Aceptación

Aceptación

Hablando de aceptación

Aceptación ¿De qué hablamos cuando hablamos de aceptación? ¿En que consiste aceptar? ¿Qué es lo que tenemos que aceptar? ¿Es lo mismo aceptar que resignarse? ¿Qué consecuencias tiene la aceptación?

Desde nuestro entender, aceptar consiste en asumir que no podemos conseguir todo aquello que nos proponemos por mejor que utilicemos los recursos que tenemos a nuestro alcance. Hemos de aprender y asumir que existen una cantidad enorme de factores exógenos a nosotros que no podemos controlar.

Pero aceptar y resignarse no son sinónimos. La diferencia es magnánima. El resignado asume su derrota sin haber luchado. El que acepta sabe que ha batallado hasta el final y es capaz de asumir que el enemigo o las circunstancias pueden más que él. El que acepta no busca excusas ni justificaciones. El que se resigna renuncia de antemano. Además, cuando lo damos todo, quizás no obtengamos todo, pero sí parte. El que se resigna no consigue nada y se queja de todo.

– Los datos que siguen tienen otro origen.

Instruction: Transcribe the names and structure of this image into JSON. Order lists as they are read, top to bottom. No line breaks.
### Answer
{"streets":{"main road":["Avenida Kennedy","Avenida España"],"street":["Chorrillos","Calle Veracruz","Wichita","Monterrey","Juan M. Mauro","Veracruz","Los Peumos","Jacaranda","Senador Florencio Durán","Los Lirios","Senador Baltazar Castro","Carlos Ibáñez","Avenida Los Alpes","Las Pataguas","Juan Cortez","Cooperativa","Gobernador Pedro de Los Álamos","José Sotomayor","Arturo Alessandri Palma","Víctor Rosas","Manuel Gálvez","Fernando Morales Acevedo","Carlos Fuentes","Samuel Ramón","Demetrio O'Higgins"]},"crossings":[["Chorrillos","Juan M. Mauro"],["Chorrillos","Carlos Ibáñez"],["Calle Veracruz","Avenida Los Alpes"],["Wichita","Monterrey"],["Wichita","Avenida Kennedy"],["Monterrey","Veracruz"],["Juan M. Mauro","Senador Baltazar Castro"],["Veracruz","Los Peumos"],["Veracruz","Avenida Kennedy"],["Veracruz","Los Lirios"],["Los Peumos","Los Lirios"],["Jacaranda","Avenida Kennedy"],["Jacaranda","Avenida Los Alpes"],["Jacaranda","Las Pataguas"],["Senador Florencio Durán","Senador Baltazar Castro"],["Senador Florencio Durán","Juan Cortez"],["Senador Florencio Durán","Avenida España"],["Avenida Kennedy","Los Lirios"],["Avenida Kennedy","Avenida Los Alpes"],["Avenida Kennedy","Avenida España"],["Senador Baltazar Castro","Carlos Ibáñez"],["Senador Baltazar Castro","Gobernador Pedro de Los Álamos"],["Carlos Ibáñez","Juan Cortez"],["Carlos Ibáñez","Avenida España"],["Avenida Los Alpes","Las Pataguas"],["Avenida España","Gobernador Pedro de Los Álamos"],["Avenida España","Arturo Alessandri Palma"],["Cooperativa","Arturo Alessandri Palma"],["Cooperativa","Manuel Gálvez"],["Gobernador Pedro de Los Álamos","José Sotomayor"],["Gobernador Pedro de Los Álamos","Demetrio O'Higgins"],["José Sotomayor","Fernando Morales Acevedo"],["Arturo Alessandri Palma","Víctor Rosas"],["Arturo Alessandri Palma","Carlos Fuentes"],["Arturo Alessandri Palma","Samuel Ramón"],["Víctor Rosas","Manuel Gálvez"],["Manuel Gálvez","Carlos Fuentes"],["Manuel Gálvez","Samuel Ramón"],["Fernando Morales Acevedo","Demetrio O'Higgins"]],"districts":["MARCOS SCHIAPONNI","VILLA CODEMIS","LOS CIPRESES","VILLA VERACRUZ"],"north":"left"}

Una de las implicaciones prácticas de la aceptación es la posibilidad de pasar página, centrar nuestras ilusiones y esfuerzos en nuevos desafíos. El que se resigna se queda pegado a su resignación y al motivo de la misma. El que acepta supera mediante la aceptación su propia limitación, no se queda estancado a ella.

El propio pensador Lao Tsé consideraba la aceptación como una estrategia personal. Entre otras cosas decía:

  • Si quieres ser todo, acepta ser parte. Si quieres ser recto, acepta estar torcido. Si quieres ser pleno, acepta estar vacío.
  • No des al mal nada a que oponerse y desaparecerá por sí mismo.
  • Lo duro y lo rígido se quebrará. Lo suave y flexible prevalecerá

Por su parte, cerramos con una palabras de Gerardo Schemedling que decía: “Aquello que no eres capaz de aceptar es la única causa de tu sufrimiento. Sufres porque no aceptas lo que te va ocurriendo a lo largo de la vida y porque tu ego te hace creer que puedes cambiar la realidad externa para adecuarla a tus propios deseos necesidades egoístas y egocéntricas.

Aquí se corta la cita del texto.